_Data records_.
BEGIN
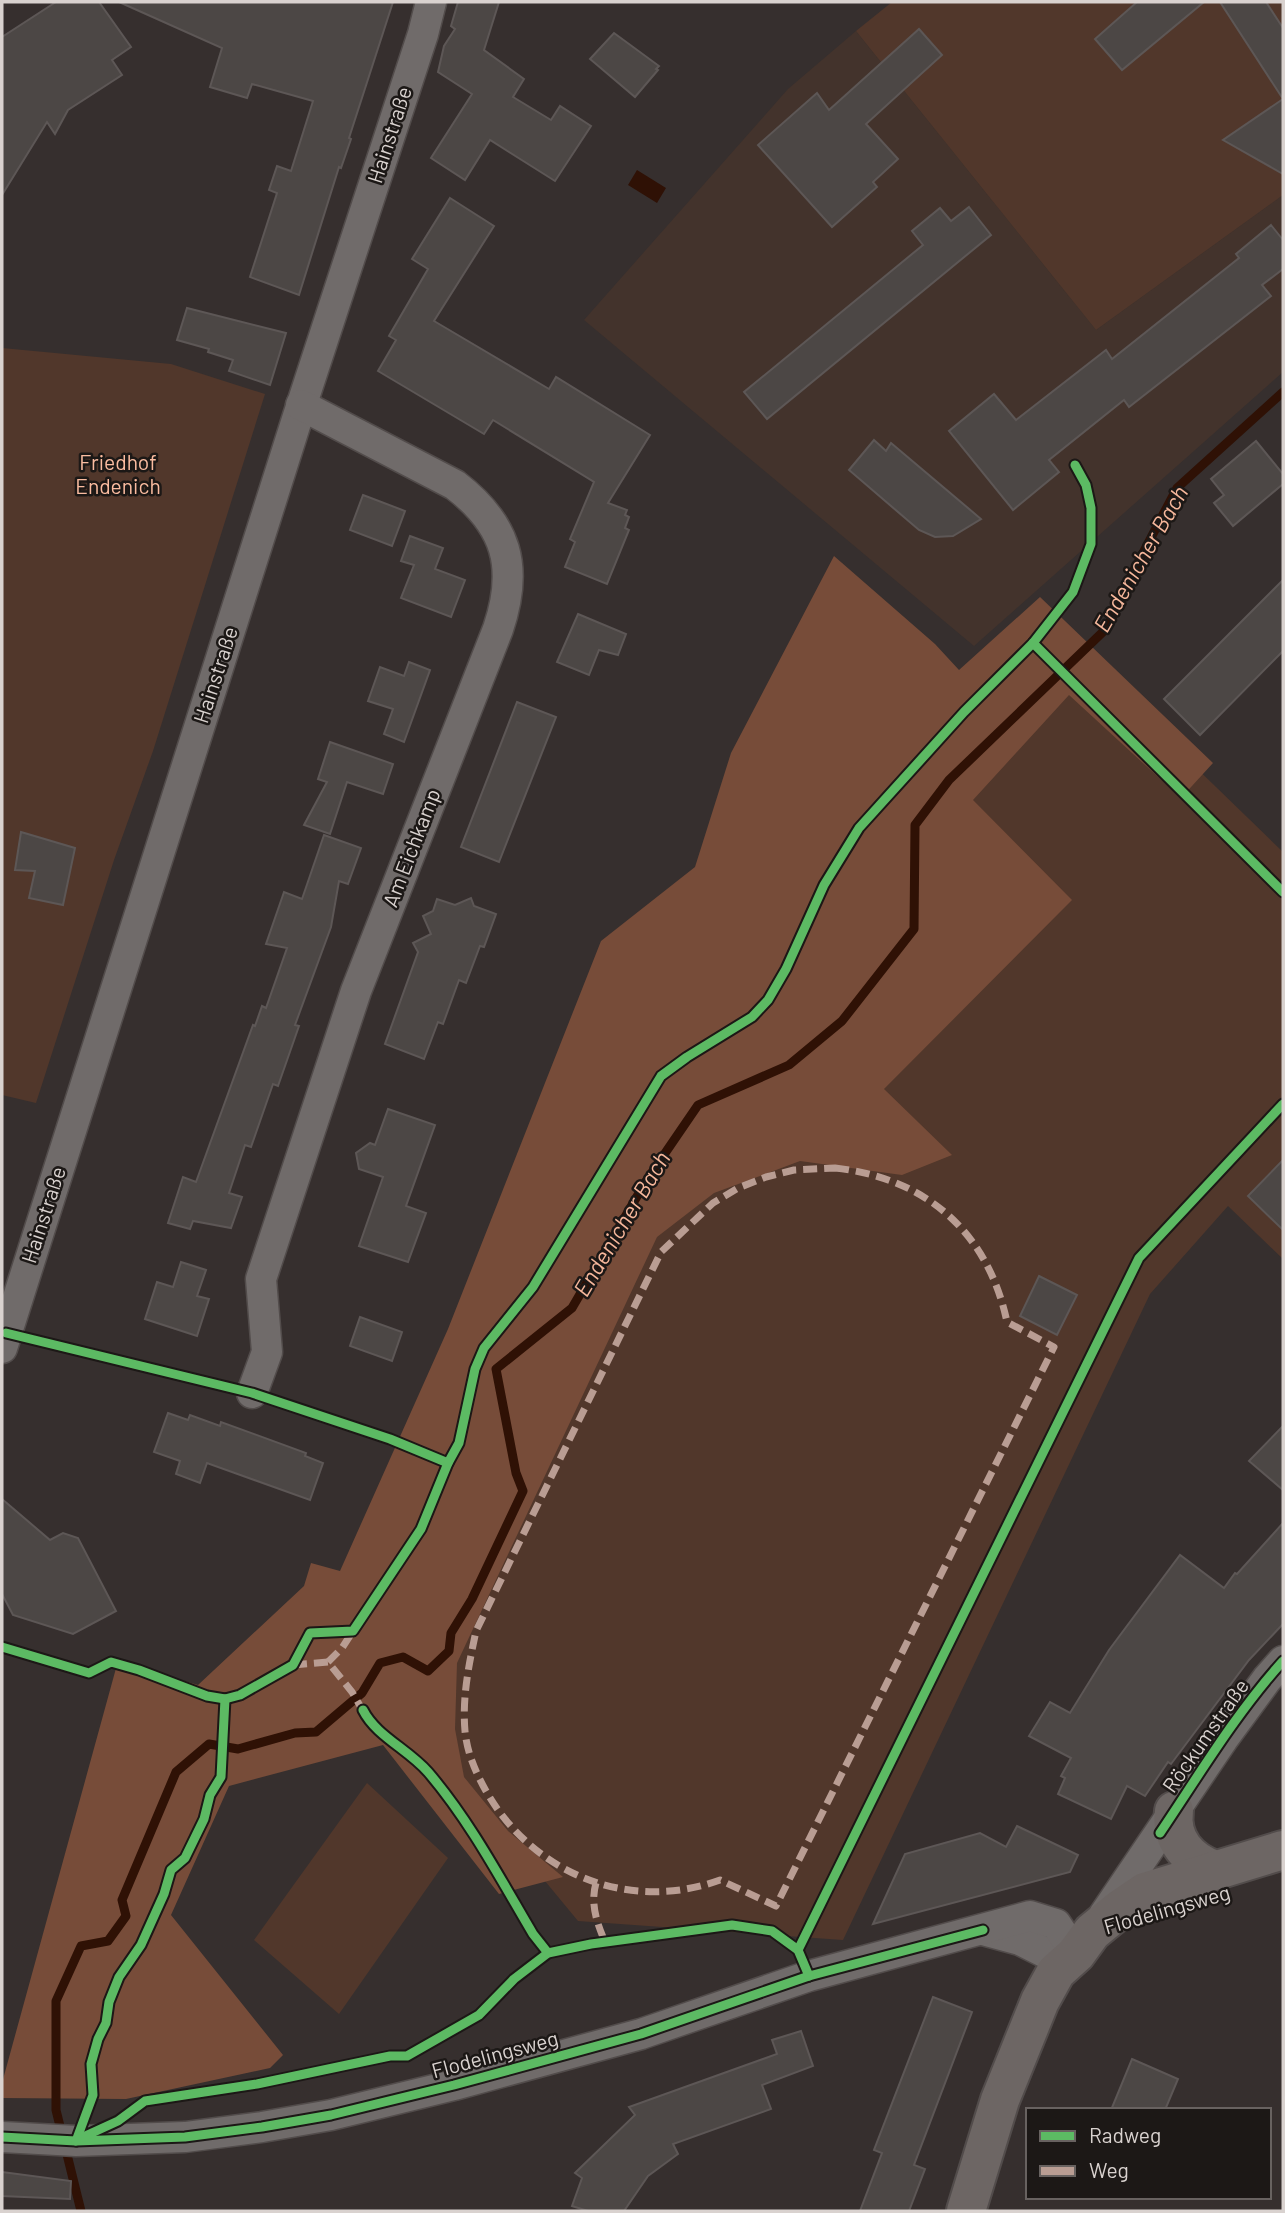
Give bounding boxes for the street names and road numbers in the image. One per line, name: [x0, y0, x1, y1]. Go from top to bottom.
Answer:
street label: Hainstraße: [361, 83, 416, 186]
street label: Hainstraße: [187, 623, 242, 726]
street label: Am Eichkamp: [377, 785, 445, 910]
street label: Hainstraße: [15, 1163, 70, 1266]
street label: Röckumstraße: [1156, 1673, 1253, 1797]
street label: Flodelingsweg: [1101, 1879, 1233, 1939]
street label: Flodelingsweg: [429, 2025, 561, 2082]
END
_Exercise requirements_.
Your reply should restate every entry exactly, with the pictures left out.

_Your solution_.
Give bounding boxes for the street names and road numbers in the image. One per line, name: [x0, y0, x1, y1]. Go from top to bottom.
Answer:
street label: Hainstraße: [361, 83, 416, 186]
street label: Hainstraße: [187, 623, 242, 726]
street label: Am Eichkamp: [377, 785, 445, 910]
street label: Hainstraße: [15, 1163, 70, 1266]
street label: Röckumstraße: [1156, 1673, 1253, 1797]
street label: Flodelingsweg: [1101, 1879, 1233, 1939]
street label: Flodelingsweg: [429, 2025, 561, 2082]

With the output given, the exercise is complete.